L'univers de Murakami Haruki est presque iréel et pourtant bien terre à terre parfois. J'ai beaucoup aimé ce mélange du réel avec le merveilleux sans tomber dans l'excès. Quelque chose de magique avec cette simplicité hors du commun. J'ai presque tout lu de lui...Il faut absolument le lire d'urgence!
Bonne lecture
Rédigé par : Flower by Kenzo | 22 mai 2007 à 19:53
@Flower by Kenzo : cela me donne envie de le lire. Merci pour l'info.
Et si notre hôte me le permet, il ne s'agit plus d'orage mais de désert. Quelqu'un a-t-il lu le merveilleux livre de Durin-Valois "chamelle" (il est sorti il y a quelques années)?. J'ai vu qu'un film, tiré de ce livre, est sorti "si le vent soulève les sables". Malheureusement(pour certaines choses comme cela), je n'habite plus Paris et il passe dans très peu de salles.Quelqu'un l'a-t-il vu ?

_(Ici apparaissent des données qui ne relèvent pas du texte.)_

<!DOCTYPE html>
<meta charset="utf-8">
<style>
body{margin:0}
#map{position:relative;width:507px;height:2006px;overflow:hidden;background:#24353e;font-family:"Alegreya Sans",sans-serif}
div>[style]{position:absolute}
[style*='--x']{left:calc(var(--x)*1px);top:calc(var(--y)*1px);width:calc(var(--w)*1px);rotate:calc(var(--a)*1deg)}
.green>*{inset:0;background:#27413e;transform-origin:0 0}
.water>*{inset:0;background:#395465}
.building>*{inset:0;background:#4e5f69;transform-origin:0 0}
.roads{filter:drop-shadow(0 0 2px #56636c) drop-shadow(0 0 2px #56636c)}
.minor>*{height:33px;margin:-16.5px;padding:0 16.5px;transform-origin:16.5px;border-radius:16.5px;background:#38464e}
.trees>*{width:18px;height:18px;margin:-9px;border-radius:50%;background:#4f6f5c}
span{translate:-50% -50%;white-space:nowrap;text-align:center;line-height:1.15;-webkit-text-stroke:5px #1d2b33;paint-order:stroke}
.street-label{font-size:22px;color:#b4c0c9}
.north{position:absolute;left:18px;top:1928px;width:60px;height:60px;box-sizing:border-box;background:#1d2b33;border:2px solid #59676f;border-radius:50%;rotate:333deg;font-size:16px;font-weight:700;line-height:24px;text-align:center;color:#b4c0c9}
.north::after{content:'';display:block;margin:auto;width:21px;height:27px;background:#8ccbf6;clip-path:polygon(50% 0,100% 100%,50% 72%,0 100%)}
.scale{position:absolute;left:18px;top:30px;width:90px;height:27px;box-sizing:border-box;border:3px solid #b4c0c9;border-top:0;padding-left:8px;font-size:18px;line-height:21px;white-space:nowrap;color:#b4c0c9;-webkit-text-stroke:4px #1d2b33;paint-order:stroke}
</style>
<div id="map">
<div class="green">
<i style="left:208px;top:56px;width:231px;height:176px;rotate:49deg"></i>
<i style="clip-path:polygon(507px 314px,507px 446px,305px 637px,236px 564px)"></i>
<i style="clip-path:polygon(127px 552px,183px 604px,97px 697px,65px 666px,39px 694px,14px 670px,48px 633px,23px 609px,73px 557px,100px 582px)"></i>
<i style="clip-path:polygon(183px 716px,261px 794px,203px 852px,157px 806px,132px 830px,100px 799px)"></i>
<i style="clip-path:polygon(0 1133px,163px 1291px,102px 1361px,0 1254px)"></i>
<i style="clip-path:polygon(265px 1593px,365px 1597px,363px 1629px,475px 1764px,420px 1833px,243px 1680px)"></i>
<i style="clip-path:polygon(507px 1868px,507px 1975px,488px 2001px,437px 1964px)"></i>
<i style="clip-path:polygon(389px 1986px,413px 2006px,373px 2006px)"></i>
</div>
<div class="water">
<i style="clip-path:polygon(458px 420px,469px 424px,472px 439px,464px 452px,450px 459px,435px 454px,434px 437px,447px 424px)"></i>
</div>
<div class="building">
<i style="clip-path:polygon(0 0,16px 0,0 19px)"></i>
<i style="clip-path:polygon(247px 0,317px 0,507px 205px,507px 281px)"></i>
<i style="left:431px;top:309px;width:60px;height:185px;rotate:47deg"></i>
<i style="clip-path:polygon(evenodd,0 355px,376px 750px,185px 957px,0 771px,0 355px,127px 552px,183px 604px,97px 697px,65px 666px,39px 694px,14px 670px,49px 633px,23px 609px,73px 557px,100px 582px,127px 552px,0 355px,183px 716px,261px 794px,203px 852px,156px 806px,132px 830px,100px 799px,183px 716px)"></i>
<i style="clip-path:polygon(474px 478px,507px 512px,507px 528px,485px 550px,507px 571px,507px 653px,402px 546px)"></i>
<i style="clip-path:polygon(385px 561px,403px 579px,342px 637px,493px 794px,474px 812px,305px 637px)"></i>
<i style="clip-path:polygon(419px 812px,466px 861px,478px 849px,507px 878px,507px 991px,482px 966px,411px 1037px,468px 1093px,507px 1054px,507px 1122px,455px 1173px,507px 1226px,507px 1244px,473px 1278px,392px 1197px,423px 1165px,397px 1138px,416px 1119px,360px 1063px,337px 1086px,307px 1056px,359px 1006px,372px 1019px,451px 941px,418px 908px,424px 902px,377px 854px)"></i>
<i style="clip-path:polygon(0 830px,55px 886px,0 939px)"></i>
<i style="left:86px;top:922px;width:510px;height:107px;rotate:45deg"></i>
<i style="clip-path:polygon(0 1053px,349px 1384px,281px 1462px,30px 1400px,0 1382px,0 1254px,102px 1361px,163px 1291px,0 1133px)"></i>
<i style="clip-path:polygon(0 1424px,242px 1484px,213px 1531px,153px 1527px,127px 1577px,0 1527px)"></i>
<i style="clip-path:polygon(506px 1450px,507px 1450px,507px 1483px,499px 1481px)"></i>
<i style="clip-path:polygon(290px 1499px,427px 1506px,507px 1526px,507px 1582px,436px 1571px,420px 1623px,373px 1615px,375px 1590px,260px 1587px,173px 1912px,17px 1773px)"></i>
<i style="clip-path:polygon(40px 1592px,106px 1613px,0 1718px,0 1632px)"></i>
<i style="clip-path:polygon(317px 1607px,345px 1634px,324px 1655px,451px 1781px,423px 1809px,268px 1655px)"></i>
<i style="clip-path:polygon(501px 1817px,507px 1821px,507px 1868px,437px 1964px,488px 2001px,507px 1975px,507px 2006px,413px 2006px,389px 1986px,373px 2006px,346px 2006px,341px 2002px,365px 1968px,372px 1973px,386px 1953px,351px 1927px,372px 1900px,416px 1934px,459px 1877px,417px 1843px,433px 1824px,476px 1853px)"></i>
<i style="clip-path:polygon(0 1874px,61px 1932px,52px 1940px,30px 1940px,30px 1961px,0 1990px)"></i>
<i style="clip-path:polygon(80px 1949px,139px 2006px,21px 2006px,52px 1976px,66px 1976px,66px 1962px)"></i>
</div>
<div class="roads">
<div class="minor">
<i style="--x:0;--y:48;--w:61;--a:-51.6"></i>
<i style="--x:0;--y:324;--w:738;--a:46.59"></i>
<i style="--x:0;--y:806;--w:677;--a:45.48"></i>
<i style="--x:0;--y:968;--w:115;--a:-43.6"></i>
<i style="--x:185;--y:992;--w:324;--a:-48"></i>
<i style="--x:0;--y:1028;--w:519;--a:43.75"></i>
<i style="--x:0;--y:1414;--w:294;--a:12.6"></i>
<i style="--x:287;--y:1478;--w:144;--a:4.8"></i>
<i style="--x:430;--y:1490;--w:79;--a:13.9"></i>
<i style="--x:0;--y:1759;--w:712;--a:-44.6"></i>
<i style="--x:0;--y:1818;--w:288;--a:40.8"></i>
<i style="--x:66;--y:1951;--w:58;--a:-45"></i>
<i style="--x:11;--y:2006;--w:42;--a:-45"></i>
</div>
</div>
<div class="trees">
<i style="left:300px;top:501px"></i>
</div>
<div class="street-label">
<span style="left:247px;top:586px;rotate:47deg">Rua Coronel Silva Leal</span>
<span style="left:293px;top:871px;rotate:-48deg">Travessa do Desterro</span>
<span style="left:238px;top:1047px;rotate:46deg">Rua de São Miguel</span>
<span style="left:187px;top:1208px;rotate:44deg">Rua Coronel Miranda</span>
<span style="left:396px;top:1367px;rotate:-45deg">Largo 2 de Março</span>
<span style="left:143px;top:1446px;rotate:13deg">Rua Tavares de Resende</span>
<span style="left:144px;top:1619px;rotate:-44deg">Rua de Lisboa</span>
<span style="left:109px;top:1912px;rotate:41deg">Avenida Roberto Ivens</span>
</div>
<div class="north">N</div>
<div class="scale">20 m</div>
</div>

Rédigé par : Thaïs | 22 mai 2007 à 22:59
Thaïs ...je suis ravie de t'avoir donné l'envie de lire Murakami Haruki. J'espère que notre hôte (comme tu dis ...) aura lui aussi envie de le lire. C'est relativement court et très intense. J'attends vos impressions posituves ou négatives. Je ne connais pas le livre dont tu parles...mais je crois que je vais me le procurer et le lire.
Amicalement.
Rédigé par : Flower by Kenzo | 23 mai 2007 à 23:27
Après ce que je viens de lire, j'ai envie qu'un monstrueux orage s'abatte sur ma maison. Vous retranscrivez la réalité avec tellement de beauté et de lyrisme qu'elle prend une toute autre dimension.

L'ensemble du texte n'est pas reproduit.